**EXERCISE GOAL**
Print every entry exactly once more, omitting each picture.

**DATA FOR THIS TASK**
= = = = =

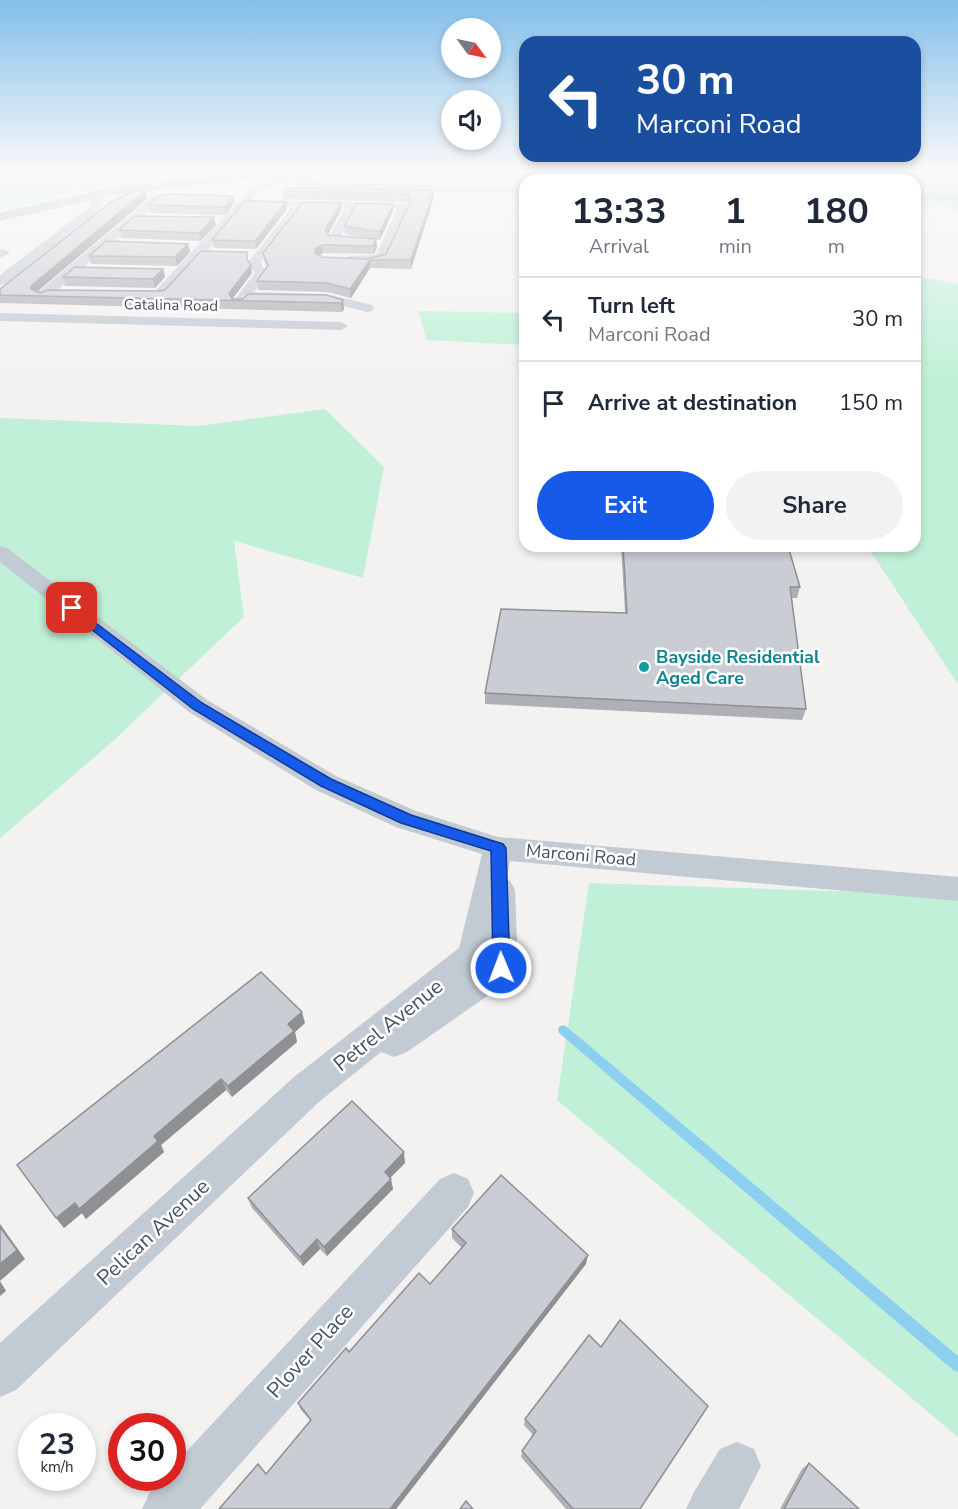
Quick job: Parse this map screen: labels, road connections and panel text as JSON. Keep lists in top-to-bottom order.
{
  "streets": {
    "street": [
      "Catalina Road",
      "Marconi Road",
      "Petrel Avenue",
      "Pelican Avenue",
      "Plover Place"
    ]
  },
  "crossings": [
    ["Marconi Road", "Petrel Avenue"],
    ["Petrel Avenue", "Pelican Avenue"]
  ],
  "places": ["Bayside Residential Aged Care"],
  "north": "bottom right",
  "page": {
    "turn": ["30 m", "Marconi Road"],
    "eta": [
      "13:33",
      "Arrival",
      "1",
      "min",
      "180",
      "m"
    ],
    "list": [
      {
        "name": "Turn left",
        "note": "Marconi Road",
        "value": "30 m"
      },
      {
        "name": "Arrive at destination",
        "value": "150 m"
      }
    ],
    "buttons": ["Exit", "Share"],
    "speed": "23 km/h",
    "limit": "30"
  }
}
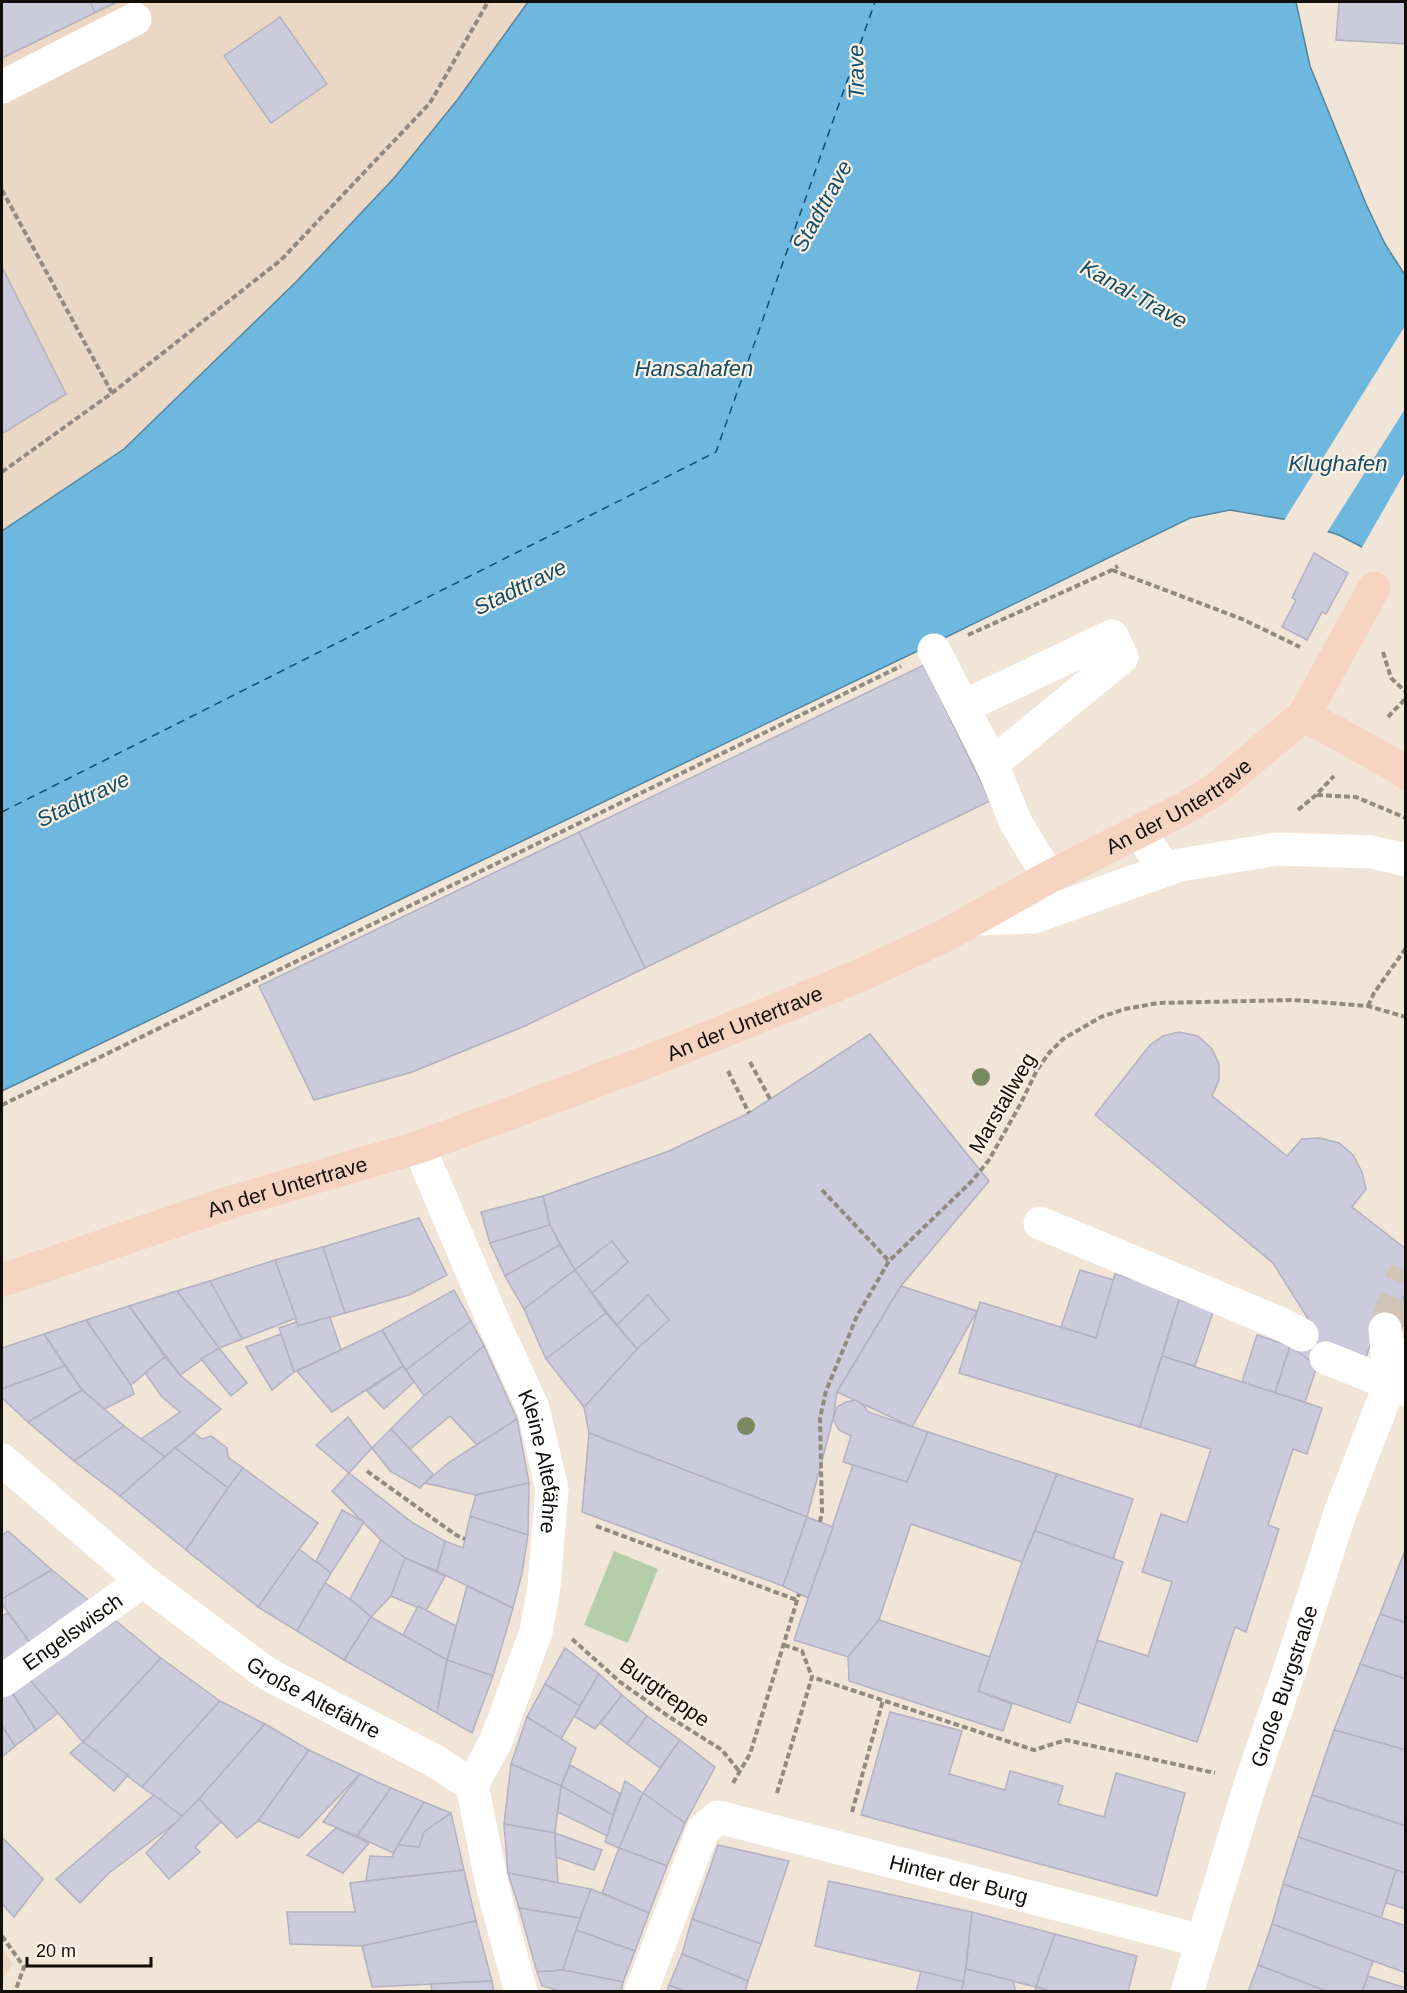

= = = = =

**EXERCISE RESULT**
Quick job: Parse this map screen: labels, road connections and panel text as JSON. Keep lists in top-to-bottom order.
{
  "streets": {
    "street": [
      "Catalina Road",
      "Marconi Road",
      "Petrel Avenue",
      "Pelican Avenue",
      "Plover Place"
    ]
  },
  "crossings": [
    ["Marconi Road", "Petrel Avenue"],
    ["Petrel Avenue", "Pelican Avenue"]
  ],
  "places": ["Bayside Residential Aged Care"],
  "north": "bottom right",
  "page": {
    "turn": ["30 m", "Marconi Road"],
    "eta": [
      "13:33",
      "Arrival",
      "1",
      "min",
      "180",
      "m"
    ],
    "list": [
      {
        "name": "Turn left",
        "note": "Marconi Road",
        "value": "30 m"
      },
      {
        "name": "Arrive at destination",
        "value": "150 m"
      }
    ],
    "buttons": ["Exit", "Share"],
    "speed": "23 km/h",
    "limit": "30"
  }
}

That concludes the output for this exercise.